BRIEF - Set down the whole listing below exactly. The pictures stay out.

---- GIVEN RECORDS

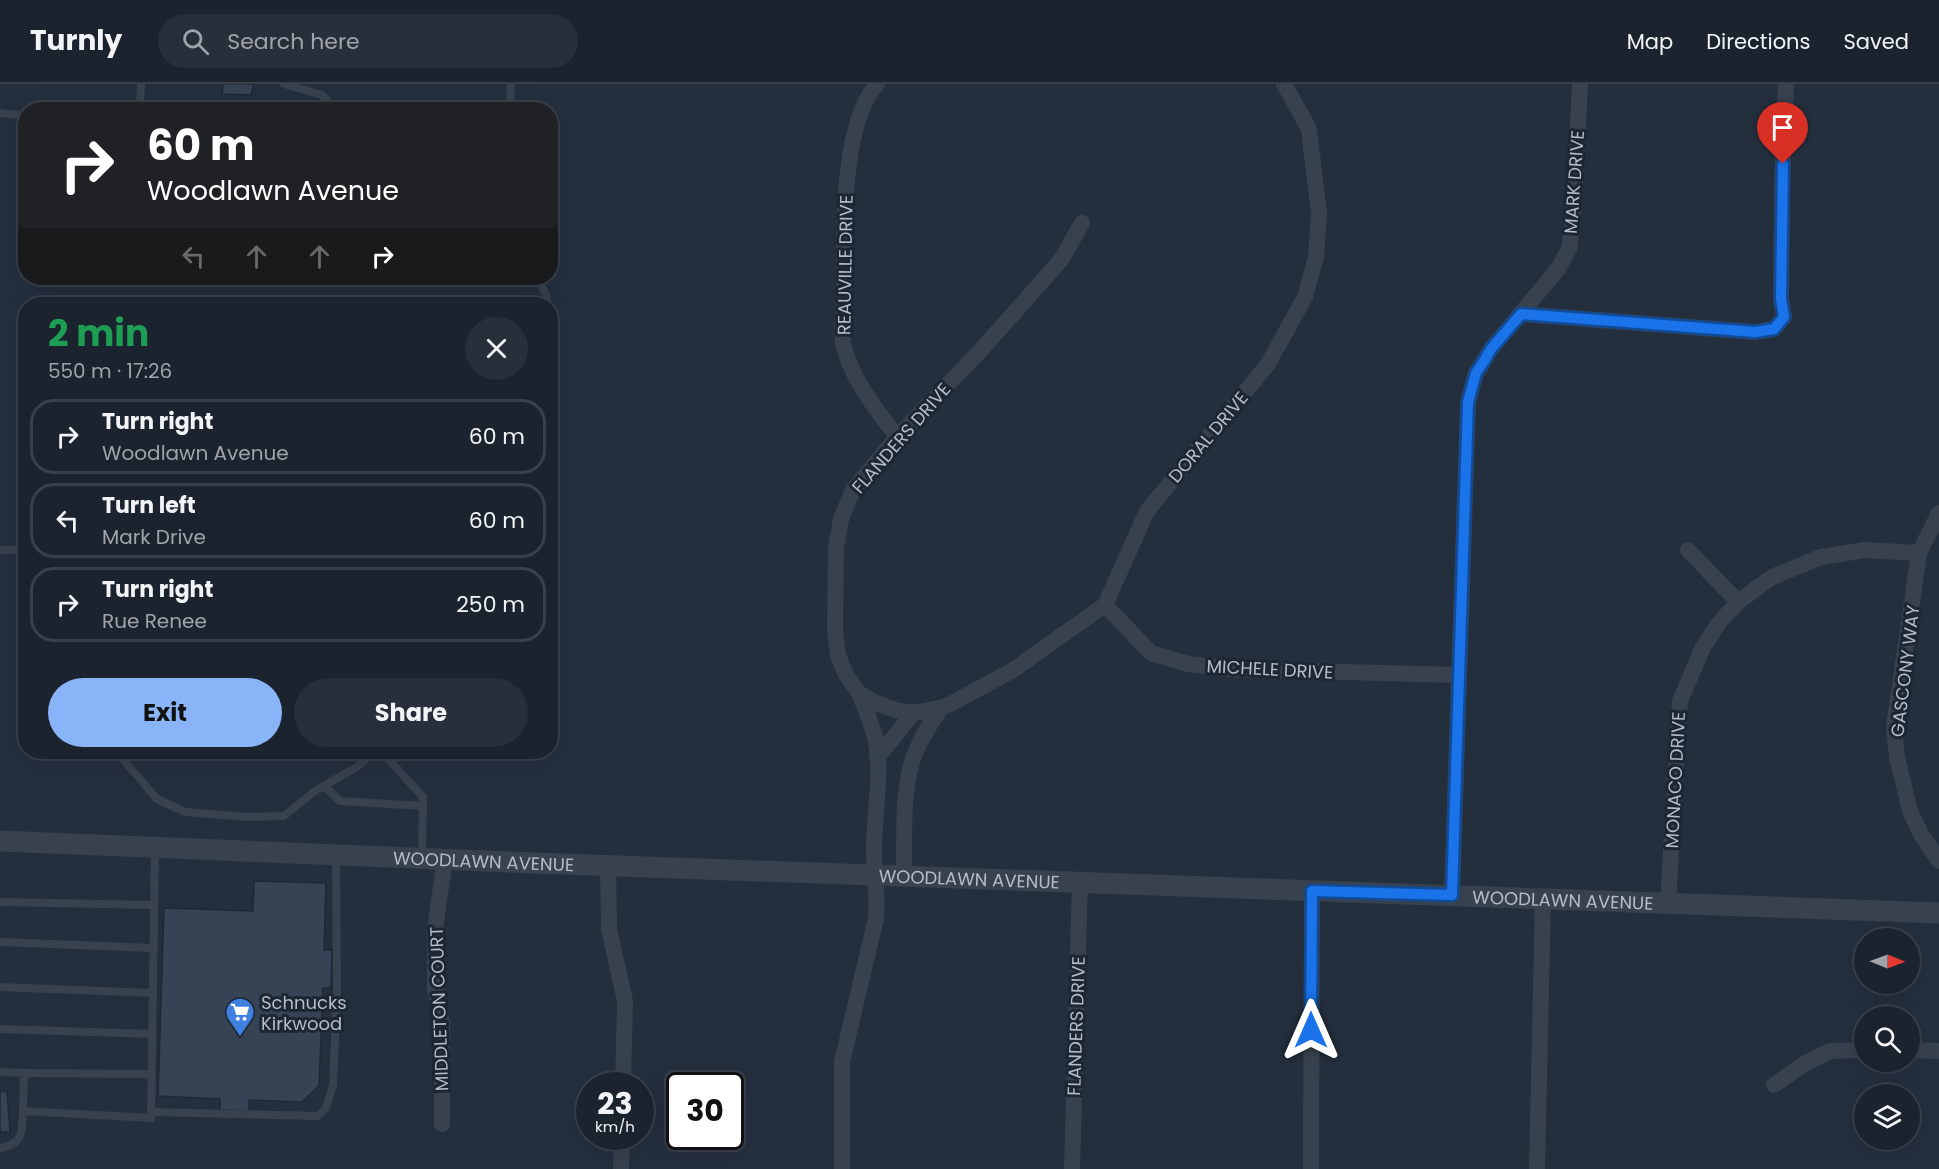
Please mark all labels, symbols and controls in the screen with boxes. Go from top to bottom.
search box [158,14,578,68]
text: Turnly [30,21,122,60]
icon: search [179,25,212,58]
text: Search here [227,26,360,57]
text: Map [1627,27,1673,56]
text: Directions [1706,27,1810,56]
text: Saved [1843,27,1909,56]
pin [1757,102,1808,164]
icon: arrive [1766,111,1799,144]
text: 60 m [147,116,255,175]
icon: right [48,126,126,204]
street label: MARK DRIVE [1558,129,1590,235]
text: Woodlawn Avenue [147,172,399,209]
street label: REAUVILLE DRIVE [831,195,859,335]
icon: left [177,240,210,273]
icon: ahead [240,240,273,273]
icon: ahead [303,240,336,273]
icon: right [366,240,399,273]
text: 2 min [48,308,149,359]
button: close [465,317,528,380]
text: 550 m · 17:26 [48,357,172,385]
street label: FLANDERS DRIVE [846,377,956,499]
street label: DORAL DRIVE [1162,386,1254,488]
text: Turn right [102,406,213,437]
icon: right [51,420,84,453]
text: 60 m [469,421,525,452]
text: Woodlawn Avenue [102,439,289,467]
text: Turn left [102,490,196,521]
icon: left [51,504,84,537]
text: 60 m [469,505,525,536]
text: Mark Drive [102,523,206,551]
text: Turn right [102,574,213,605]
icon: right [51,588,84,621]
text: 250 m [456,589,525,620]
street label: GASCONY WAY [1884,603,1926,738]
text: Rue Renee [102,607,207,635]
street label: MICHELE DRIVE [1206,653,1334,685]
button: Exit [48,678,282,747]
button: Share [294,678,528,747]
street label: MONACO DRIVE [1659,711,1691,849]
street label: WOODLAWN AVENUE [393,845,575,877]
street label: WOODLAWN AVENUE [878,863,1060,894]
street label: WOODLAWN AVENUE [1472,884,1654,915]
street label: MIDDLETON COURT [424,926,454,1092]
north arrow [1854,928,1920,994]
map controls [1854,928,1920,1150]
street label: FLANDERS DRIVE [1061,956,1091,1096]
place label: Schnucks Kirkwood [261,990,347,1036]
supermarket icon: Schnucks Kirkwood [224,996,256,1038]
position arrow [1279,998,1343,1062]
button: search [1854,1006,1920,1072]
speed limit sign: 30 [666,1072,744,1150]
text: 23 [597,1082,633,1125]
button: layers [1854,1084,1920,1150]
text: km/h [595,1116,635,1137]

--------

EXPECTED ANSWER -
Please mark all labels, symbols and controls in the screen with boxes. Go from top to bottom.
search box [158,14,578,68]
text: Turnly [30,21,122,60]
icon: search [179,25,212,58]
text: Search here [227,26,360,57]
text: Map [1627,27,1673,56]
text: Directions [1706,27,1810,56]
text: Saved [1843,27,1909,56]
pin [1757,102,1808,164]
icon: arrive [1766,111,1799,144]
text: 60 m [147,116,255,175]
icon: right [48,126,126,204]
street label: MARK DRIVE [1558,129,1590,235]
text: Woodlawn Avenue [147,172,399,209]
street label: REAUVILLE DRIVE [831,195,859,335]
icon: left [177,240,210,273]
icon: ahead [240,240,273,273]
icon: ahead [303,240,336,273]
icon: right [366,240,399,273]
text: 2 min [48,308,149,359]
button: close [465,317,528,380]
text: 550 m · 17:26 [48,357,172,385]
street label: FLANDERS DRIVE [846,377,956,499]
street label: DORAL DRIVE [1162,386,1254,488]
text: Turn right [102,406,213,437]
icon: right [51,420,84,453]
text: 60 m [469,421,525,452]
text: Woodlawn Avenue [102,439,289,467]
text: Turn left [102,490,196,521]
icon: left [51,504,84,537]
text: 60 m [469,505,525,536]
text: Mark Drive [102,523,206,551]
text: Turn right [102,574,213,605]
icon: right [51,588,84,621]
text: 250 m [456,589,525,620]
street label: GASCONY WAY [1884,603,1926,738]
text: Rue Renee [102,607,207,635]
street label: MICHELE DRIVE [1206,653,1334,685]
button: Exit [48,678,282,747]
button: Share [294,678,528,747]
street label: MONACO DRIVE [1659,711,1691,849]
street label: WOODLAWN AVENUE [393,845,575,877]
street label: WOODLAWN AVENUE [878,863,1060,894]
street label: WOODLAWN AVENUE [1472,884,1654,915]
street label: MIDDLETON COURT [424,926,454,1092]
north arrow [1854,928,1920,994]
map controls [1854,928,1920,1150]
street label: FLANDERS DRIVE [1061,956,1091,1096]
place label: Schnucks Kirkwood [261,990,347,1036]
supermarket icon: Schnucks Kirkwood [224,996,256,1038]
position arrow [1279,998,1343,1062]
button: search [1854,1006,1920,1072]
speed limit sign: 30 [666,1072,744,1150]
text: 23 [597,1082,633,1125]
button: layers [1854,1084,1920,1150]
text: km/h [595,1116,635,1137]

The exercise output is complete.